◆ **ASSIGNED TASK**:
Taking the listing below, restate word for word each line from the line with "Parse the picture: labels, road" to the line with "Input: one rendered", ends included, and stop there.

◆ **DATA RECORDS**:
********************

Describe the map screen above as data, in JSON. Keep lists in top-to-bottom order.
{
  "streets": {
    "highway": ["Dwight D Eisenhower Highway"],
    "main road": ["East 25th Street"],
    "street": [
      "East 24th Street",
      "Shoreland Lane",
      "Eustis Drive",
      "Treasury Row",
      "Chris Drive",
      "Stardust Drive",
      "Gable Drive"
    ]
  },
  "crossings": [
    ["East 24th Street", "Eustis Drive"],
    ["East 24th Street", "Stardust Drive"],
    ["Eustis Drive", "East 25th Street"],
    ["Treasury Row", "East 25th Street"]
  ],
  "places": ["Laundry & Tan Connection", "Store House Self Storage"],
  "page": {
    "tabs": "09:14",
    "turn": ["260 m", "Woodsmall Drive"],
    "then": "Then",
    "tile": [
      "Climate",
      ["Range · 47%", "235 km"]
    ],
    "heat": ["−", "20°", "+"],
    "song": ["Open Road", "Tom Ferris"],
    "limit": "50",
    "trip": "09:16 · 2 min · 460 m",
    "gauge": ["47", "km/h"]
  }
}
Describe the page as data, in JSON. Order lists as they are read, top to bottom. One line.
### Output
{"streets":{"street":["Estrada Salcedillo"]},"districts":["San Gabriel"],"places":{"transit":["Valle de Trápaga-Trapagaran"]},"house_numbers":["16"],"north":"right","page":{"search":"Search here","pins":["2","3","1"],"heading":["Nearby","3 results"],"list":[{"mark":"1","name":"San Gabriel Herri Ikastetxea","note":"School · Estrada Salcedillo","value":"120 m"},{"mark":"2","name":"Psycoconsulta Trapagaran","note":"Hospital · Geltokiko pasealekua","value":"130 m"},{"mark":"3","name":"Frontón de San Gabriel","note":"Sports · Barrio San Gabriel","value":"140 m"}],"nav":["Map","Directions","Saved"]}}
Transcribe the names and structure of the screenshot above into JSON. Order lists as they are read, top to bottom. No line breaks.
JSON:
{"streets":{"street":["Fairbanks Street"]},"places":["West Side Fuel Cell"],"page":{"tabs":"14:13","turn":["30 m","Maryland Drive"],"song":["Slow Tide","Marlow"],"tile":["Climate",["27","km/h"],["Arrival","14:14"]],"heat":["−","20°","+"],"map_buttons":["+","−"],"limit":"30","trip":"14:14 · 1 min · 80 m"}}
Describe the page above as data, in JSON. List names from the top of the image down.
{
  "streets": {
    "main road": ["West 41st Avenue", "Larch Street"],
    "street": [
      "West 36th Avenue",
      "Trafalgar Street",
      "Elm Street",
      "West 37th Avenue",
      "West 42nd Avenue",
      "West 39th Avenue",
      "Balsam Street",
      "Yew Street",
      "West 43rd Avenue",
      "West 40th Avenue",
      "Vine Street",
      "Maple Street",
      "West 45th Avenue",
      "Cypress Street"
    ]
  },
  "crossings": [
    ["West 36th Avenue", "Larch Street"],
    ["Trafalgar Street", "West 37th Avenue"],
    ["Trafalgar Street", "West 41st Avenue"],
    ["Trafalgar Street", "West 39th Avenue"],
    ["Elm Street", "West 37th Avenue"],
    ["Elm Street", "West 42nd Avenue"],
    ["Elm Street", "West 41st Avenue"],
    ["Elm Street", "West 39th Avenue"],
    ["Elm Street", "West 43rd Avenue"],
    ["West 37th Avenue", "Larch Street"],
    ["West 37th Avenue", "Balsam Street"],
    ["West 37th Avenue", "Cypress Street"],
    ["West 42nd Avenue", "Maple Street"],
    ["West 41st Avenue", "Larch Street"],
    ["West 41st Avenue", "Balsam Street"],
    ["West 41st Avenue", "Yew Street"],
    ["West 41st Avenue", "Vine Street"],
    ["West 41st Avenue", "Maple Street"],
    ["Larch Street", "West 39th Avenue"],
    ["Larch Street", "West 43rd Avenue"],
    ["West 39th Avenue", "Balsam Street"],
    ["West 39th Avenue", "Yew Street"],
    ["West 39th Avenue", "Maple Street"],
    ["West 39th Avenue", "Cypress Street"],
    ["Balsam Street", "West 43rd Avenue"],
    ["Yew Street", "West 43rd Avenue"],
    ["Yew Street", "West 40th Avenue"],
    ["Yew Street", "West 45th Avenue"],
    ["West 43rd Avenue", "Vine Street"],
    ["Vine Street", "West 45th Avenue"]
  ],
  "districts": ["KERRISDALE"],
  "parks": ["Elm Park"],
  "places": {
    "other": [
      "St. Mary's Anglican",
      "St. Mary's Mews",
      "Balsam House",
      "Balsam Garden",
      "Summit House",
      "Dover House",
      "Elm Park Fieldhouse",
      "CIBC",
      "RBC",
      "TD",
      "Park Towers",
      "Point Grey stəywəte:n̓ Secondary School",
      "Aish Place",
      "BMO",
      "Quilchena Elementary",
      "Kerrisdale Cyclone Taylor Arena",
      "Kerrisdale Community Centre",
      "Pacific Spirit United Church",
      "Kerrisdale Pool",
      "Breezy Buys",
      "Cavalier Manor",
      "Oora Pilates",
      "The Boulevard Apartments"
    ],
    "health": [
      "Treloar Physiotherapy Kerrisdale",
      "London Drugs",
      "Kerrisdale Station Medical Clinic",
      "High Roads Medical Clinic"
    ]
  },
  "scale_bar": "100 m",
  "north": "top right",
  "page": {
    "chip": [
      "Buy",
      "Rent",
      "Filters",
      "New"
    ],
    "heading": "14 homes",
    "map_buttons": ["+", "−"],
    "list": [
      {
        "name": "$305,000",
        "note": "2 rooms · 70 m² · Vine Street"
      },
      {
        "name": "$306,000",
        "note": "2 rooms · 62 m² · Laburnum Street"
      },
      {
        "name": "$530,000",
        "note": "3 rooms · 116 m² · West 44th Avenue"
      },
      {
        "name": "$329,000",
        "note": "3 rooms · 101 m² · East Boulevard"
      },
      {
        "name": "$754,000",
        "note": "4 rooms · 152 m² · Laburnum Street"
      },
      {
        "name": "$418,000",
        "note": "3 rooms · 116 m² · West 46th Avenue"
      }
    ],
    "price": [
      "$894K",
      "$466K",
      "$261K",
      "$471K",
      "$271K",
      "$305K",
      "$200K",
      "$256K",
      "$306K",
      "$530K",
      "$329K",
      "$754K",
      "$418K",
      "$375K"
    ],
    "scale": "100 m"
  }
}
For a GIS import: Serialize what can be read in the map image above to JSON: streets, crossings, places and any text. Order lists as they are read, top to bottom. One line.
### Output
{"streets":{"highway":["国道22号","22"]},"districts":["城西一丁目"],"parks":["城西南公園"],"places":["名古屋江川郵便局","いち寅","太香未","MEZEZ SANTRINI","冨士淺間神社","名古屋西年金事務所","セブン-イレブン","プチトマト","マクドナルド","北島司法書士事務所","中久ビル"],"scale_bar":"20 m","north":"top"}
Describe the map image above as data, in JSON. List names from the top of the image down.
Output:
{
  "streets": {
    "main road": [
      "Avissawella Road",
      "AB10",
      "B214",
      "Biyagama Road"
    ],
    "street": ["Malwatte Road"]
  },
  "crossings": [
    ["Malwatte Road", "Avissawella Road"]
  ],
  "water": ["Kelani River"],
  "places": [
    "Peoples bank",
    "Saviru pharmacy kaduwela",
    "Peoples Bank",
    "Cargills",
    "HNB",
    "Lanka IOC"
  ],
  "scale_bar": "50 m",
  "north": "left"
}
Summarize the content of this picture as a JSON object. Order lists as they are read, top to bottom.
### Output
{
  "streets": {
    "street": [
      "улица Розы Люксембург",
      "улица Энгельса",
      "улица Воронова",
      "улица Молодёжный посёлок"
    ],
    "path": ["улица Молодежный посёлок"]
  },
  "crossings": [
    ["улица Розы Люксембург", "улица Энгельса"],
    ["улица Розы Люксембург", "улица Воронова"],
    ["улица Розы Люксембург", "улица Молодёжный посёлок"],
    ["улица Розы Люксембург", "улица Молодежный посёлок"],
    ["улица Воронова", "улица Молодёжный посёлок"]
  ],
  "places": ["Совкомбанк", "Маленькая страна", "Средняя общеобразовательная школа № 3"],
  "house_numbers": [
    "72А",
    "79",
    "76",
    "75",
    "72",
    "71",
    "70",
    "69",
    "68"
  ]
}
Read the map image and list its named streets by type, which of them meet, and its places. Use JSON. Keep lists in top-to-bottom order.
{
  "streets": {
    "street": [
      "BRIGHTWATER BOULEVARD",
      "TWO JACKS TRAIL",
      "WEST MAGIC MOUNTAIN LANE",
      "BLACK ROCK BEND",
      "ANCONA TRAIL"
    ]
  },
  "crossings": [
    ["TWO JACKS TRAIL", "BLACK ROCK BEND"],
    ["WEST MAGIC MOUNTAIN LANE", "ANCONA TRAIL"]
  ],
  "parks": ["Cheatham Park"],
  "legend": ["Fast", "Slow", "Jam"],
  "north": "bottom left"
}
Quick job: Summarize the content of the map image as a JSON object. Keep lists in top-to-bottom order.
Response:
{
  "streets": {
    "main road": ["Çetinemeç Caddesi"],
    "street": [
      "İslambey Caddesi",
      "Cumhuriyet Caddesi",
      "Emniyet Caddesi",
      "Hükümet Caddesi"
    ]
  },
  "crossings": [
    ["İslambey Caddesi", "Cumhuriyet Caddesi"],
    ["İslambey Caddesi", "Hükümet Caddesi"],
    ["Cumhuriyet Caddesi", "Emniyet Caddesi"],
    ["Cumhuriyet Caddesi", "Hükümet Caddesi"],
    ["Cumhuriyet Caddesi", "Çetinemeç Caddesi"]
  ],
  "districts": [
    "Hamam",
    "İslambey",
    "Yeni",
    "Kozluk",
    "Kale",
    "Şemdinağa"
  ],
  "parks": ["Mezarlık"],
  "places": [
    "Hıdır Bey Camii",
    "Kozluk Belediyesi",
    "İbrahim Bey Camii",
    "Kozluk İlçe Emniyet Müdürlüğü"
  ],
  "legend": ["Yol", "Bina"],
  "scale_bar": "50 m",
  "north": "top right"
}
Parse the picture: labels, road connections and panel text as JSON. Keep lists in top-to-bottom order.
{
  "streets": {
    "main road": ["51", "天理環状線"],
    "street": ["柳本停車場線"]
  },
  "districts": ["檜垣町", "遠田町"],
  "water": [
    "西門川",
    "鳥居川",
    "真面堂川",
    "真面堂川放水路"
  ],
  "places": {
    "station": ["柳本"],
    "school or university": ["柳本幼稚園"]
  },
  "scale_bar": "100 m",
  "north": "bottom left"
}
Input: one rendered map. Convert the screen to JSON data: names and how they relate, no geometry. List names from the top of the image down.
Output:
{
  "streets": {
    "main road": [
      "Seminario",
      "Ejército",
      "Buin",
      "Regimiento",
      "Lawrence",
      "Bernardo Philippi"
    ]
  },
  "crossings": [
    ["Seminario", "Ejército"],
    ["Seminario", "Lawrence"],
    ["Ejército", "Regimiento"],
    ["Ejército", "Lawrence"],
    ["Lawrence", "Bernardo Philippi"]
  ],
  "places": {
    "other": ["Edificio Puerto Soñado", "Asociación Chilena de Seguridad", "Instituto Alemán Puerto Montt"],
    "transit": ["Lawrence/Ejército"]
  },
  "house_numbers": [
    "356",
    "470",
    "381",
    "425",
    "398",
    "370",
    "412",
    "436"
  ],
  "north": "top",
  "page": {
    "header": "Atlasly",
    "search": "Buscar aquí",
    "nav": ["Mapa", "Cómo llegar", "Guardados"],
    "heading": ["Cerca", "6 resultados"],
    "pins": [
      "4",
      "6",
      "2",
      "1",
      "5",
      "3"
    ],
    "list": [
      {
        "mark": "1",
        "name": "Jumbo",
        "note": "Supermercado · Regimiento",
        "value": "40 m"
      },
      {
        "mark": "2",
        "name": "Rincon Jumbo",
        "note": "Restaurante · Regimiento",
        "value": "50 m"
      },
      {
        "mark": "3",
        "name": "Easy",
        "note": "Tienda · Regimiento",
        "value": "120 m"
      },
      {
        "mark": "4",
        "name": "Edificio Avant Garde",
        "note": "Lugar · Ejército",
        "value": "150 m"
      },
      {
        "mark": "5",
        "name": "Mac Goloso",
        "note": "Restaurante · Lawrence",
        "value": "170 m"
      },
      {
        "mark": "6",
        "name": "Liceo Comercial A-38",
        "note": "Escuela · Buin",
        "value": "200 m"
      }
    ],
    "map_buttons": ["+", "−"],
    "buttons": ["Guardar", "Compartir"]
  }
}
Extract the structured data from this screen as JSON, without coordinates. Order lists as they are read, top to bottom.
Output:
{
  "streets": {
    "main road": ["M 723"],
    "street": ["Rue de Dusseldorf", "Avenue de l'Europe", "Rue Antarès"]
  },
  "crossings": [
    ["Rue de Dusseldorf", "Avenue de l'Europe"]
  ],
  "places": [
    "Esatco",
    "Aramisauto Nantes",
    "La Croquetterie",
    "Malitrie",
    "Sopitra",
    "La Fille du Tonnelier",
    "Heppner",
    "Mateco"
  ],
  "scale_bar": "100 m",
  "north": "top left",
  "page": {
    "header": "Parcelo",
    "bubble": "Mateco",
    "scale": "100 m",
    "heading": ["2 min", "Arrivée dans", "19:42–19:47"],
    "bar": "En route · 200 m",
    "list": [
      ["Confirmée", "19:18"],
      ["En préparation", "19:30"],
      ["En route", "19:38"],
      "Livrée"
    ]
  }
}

********************

◆ **SOLUTION TO THE PROBLEM**:
Parse the picture: labels, road connections and panel text as JSON. Keep lists in top-to-bottom order.
{
  "streets": {
    "main road": ["51", "天理環状線"],
    "street": ["柳本停車場線"]
  },
  "districts": ["檜垣町", "遠田町"],
  "water": [
    "西門川",
    "鳥居川",
    "真面堂川",
    "真面堂川放水路"
  ],
  "places": {
    "station": ["柳本"],
    "school or university": ["柳本幼稚園"]
  },
  "scale_bar": "100 m",
  "north": "bottom left"
}
Input: one rendered map. Convert the screen to JSON data: names and how they relate, no geometry. List names from the top of the image down.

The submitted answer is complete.